The format with these guys is different from my old game at Shrek's. Here, we do two back-to-back hold 'em tourneys with limited rebuys, and then a dealer's choice cash game. I prefer Omaha, but since I need practice with hold 'em, it's still pretty fun.
I placed ... 6th? 7th? ... in the first tourney. Here's an example of the hands I was getting:
Second tourney, my cards heated up a bit and I started paying more attention to the bets.
The top three places pay, so the dynamic changes when about 4-5 people are left: whether you stay in the hand or not is as much a function of your cards as it is of who else is playing against each other. Often you can lay low, watch the battles get fought, and back yourself into the final four, or three, or even two.
My pile was pretty big, though, so I took a chance when there were four guys left.
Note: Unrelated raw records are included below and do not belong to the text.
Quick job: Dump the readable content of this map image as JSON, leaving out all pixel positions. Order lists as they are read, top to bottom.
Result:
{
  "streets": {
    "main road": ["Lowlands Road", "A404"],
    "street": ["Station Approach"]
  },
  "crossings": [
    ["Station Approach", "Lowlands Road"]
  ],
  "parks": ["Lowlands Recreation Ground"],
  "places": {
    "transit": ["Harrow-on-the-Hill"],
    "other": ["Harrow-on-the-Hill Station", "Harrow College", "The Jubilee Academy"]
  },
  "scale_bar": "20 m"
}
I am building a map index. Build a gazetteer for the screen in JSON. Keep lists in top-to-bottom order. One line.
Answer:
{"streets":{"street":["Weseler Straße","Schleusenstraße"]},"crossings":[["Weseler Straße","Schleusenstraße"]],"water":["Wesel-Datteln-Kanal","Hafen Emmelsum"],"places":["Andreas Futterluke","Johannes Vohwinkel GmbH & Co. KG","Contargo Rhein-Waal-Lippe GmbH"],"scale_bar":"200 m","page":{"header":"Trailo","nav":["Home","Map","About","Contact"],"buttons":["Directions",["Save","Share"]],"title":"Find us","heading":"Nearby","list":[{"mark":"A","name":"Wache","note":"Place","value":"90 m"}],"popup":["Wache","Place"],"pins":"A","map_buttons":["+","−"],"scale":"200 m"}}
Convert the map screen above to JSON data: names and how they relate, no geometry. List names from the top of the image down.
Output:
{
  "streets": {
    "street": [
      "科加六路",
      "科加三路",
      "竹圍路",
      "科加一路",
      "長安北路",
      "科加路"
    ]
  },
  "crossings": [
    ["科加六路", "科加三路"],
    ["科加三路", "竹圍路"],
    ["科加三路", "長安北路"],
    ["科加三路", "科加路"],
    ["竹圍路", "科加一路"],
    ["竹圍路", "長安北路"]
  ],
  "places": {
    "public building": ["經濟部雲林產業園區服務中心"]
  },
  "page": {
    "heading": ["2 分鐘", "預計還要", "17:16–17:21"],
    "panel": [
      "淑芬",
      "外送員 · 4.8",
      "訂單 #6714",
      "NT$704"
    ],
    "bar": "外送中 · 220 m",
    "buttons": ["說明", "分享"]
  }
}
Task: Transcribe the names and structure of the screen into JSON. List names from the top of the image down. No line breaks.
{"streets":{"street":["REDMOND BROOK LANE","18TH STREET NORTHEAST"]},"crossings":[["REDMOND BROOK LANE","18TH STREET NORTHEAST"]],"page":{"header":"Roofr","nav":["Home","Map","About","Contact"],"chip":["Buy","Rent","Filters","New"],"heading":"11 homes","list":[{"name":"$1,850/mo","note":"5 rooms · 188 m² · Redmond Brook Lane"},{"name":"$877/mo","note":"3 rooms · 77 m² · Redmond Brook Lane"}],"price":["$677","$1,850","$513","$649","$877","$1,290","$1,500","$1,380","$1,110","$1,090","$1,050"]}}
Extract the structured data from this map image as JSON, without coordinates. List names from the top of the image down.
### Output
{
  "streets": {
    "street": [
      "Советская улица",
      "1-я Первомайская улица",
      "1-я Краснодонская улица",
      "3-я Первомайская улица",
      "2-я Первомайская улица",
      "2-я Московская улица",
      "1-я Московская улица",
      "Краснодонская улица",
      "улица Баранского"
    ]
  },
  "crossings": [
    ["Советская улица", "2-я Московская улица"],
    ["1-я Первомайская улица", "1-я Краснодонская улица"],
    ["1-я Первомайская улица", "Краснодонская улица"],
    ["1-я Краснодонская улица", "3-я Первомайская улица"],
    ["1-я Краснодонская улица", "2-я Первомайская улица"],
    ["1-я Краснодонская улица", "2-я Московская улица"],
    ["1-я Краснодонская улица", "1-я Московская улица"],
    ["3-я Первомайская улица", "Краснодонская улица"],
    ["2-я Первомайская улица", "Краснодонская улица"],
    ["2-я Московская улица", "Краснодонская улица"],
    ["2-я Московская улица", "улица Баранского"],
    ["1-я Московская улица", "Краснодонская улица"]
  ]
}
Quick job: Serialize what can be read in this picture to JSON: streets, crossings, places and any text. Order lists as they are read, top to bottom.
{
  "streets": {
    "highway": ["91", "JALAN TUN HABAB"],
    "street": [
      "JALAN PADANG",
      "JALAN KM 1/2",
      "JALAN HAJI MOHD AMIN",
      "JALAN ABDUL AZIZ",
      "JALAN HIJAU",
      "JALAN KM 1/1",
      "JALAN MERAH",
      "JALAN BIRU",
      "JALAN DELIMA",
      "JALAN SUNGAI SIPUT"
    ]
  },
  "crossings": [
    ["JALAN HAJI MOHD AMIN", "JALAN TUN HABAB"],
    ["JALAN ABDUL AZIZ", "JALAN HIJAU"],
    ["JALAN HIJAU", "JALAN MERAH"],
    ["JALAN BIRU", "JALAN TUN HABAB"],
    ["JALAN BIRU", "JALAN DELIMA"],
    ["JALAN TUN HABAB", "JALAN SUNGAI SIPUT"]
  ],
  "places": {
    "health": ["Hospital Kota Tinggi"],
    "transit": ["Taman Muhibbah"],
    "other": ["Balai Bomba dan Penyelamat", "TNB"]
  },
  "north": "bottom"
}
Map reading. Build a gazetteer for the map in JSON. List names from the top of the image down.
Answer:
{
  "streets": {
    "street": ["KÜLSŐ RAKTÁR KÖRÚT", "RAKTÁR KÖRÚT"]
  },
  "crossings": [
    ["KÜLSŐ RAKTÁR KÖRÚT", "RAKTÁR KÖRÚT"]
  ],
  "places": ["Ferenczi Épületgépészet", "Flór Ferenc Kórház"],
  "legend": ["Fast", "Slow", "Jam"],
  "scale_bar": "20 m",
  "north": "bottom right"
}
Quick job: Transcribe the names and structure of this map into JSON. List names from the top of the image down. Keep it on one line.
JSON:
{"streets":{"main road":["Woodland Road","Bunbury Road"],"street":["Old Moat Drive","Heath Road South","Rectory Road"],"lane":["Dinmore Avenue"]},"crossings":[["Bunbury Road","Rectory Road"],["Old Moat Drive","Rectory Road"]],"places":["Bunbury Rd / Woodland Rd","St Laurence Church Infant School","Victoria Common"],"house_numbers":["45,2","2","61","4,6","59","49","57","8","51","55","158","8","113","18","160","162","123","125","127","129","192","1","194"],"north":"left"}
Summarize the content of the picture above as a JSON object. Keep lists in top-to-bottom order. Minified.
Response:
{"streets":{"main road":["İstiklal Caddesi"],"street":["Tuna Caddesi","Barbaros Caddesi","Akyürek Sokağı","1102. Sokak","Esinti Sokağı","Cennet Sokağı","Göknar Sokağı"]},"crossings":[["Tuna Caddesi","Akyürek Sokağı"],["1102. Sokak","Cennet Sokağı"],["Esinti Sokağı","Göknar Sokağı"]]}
I can't remember what I was dealt, but as big blind, I was in the hand automatically since no one raised. However, the flop paired up both of my cards, and also included a couple of spades. I put a bet down that chased two guys off, but Victor called me.
I figured he was chasing a flush ... and became sure of it when the turn came up another spade and he bet after I checked.
I called him, even though I probably shouldn't have, for two reasons: 1) I only had two pair, and 2) because I couldn't for the life of me remember whether, if I made a full house, it would beat a flush. I've been playing poker for 20 years, and I still mix up the order of those two hands.
The river made my full house, and I made a modest bet. Victor pushed all in. I had him covered and then some, but I still couldn't remember the damn hand order.
Maybe it was a breach of etiquette, but I asked the table to confirm the hand order before I bet. Of course, a boat beats a flush. So I called, and won the hand, leaving three of us.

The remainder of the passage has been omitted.